Dataset entries START

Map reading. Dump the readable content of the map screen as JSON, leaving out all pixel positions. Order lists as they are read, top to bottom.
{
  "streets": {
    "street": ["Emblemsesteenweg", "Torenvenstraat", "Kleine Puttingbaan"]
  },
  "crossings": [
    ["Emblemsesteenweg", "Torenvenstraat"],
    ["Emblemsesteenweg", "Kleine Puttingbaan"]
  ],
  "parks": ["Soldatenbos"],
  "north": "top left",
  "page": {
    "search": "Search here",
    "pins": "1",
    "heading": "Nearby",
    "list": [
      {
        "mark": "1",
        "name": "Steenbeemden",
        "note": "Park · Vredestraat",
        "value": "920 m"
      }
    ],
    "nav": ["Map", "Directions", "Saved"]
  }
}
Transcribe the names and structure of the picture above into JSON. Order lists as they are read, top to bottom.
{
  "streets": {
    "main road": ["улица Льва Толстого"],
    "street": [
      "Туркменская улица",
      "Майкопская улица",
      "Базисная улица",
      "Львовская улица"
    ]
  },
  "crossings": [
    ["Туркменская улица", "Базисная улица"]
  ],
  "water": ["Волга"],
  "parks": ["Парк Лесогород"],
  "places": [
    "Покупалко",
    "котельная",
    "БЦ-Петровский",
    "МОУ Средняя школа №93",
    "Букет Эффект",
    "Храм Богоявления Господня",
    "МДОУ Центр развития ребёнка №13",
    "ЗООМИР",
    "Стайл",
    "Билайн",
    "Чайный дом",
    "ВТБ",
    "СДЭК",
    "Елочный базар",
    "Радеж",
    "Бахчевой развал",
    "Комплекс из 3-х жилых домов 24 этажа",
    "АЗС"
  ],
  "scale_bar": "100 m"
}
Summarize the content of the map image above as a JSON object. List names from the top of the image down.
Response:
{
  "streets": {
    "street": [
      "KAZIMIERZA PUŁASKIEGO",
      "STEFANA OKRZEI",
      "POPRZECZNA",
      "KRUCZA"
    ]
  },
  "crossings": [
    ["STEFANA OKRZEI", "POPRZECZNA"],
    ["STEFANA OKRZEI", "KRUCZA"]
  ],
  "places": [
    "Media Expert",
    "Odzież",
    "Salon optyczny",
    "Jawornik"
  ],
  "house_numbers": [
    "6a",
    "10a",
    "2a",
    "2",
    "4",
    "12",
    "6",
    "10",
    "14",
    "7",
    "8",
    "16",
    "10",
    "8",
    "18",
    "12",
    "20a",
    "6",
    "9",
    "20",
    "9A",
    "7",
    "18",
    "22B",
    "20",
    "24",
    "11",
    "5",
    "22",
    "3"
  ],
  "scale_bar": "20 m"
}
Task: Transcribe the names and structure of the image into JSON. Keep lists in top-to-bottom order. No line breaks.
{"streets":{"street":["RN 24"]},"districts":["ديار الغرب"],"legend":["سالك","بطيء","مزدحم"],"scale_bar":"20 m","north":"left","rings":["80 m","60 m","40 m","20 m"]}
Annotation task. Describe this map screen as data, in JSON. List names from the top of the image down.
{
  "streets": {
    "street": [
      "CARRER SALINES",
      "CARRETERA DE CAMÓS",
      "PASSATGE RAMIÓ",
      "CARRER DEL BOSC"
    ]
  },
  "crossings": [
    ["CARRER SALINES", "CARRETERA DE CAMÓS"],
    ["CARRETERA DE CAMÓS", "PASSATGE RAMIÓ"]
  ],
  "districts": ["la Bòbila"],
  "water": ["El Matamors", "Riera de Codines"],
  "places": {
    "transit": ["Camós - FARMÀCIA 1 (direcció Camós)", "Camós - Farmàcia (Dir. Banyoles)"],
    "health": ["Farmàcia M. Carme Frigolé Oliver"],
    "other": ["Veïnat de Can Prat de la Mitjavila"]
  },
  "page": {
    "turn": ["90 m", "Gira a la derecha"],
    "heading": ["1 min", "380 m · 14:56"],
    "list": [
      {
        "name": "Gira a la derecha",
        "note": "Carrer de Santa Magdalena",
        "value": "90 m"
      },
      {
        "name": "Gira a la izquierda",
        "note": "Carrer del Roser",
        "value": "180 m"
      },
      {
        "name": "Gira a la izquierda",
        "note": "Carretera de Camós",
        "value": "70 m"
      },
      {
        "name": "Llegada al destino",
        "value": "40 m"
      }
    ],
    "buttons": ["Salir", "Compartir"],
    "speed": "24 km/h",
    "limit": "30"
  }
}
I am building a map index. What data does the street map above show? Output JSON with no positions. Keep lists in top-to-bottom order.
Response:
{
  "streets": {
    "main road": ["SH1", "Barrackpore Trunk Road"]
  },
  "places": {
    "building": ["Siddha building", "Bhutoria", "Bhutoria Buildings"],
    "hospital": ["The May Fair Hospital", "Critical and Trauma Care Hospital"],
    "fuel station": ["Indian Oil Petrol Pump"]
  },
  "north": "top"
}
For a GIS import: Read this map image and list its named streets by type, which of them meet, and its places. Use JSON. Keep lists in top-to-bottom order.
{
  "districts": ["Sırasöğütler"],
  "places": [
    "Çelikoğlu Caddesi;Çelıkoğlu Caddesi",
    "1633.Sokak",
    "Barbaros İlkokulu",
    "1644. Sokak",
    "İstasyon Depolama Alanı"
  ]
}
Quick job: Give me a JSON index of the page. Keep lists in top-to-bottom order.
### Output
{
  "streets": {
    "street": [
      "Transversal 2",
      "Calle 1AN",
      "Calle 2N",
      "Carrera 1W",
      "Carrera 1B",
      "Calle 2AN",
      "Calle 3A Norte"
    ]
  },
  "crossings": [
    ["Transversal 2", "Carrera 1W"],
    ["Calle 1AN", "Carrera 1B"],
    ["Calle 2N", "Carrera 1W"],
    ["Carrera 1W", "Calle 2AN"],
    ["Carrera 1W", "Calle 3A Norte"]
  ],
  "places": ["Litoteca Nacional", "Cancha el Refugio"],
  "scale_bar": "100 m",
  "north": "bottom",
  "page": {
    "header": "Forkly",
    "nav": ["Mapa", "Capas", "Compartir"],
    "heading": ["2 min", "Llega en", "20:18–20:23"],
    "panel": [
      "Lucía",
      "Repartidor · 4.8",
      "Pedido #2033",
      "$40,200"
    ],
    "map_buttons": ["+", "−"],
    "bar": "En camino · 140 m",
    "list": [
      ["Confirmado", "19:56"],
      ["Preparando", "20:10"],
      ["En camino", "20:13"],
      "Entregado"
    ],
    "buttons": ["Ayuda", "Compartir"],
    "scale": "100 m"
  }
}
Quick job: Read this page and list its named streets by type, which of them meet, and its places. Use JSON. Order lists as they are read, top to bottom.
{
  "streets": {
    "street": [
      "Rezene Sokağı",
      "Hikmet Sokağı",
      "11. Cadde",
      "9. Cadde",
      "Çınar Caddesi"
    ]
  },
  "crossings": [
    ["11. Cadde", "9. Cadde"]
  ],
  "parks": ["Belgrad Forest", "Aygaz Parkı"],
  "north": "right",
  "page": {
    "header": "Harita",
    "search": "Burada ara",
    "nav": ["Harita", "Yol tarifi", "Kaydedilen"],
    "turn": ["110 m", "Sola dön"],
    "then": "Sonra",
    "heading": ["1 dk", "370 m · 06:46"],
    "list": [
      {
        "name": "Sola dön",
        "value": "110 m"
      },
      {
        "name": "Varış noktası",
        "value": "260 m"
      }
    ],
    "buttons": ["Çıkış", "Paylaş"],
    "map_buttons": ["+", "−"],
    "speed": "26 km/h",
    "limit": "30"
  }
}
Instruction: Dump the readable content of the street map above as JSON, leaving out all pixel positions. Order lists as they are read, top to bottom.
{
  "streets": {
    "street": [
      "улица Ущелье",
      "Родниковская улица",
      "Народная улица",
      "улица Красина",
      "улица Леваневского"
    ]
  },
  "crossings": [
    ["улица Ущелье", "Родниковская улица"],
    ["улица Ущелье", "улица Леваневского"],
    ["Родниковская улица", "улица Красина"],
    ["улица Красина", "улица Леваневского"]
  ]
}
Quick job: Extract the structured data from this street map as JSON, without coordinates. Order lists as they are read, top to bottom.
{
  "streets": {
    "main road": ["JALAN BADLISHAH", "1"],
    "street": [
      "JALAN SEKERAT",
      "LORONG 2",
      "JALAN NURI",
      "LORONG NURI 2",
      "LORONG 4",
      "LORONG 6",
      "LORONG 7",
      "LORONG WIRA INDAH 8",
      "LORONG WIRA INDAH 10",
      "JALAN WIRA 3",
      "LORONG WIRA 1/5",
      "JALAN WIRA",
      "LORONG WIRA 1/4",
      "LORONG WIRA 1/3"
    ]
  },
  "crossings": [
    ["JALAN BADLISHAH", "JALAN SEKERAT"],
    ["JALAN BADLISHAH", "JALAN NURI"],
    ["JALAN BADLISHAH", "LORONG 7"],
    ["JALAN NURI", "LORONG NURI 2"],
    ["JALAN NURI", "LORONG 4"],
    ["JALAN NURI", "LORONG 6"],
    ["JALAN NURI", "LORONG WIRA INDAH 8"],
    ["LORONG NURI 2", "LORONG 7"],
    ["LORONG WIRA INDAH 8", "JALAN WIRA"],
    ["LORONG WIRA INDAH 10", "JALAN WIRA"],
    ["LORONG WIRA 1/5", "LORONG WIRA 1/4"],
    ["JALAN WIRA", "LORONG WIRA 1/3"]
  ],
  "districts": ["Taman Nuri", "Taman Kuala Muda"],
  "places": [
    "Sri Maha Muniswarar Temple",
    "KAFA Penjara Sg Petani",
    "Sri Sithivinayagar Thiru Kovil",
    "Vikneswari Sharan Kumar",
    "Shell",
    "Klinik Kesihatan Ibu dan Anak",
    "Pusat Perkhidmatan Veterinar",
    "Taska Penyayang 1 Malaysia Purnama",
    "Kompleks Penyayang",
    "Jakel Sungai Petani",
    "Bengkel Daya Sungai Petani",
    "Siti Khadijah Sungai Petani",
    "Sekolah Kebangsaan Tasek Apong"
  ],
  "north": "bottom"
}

Dataset entries END

**Task objective:** Read through the listing and copy each line in which the word "index" occurs.

**Worked solution:**
I am building a map index. What data does the street map above show? Output JSON with no positions. Keep lists in top-to-bottom order.
Quick job: Give me a JSON index of the page. Keep lists in top-to-bottom order.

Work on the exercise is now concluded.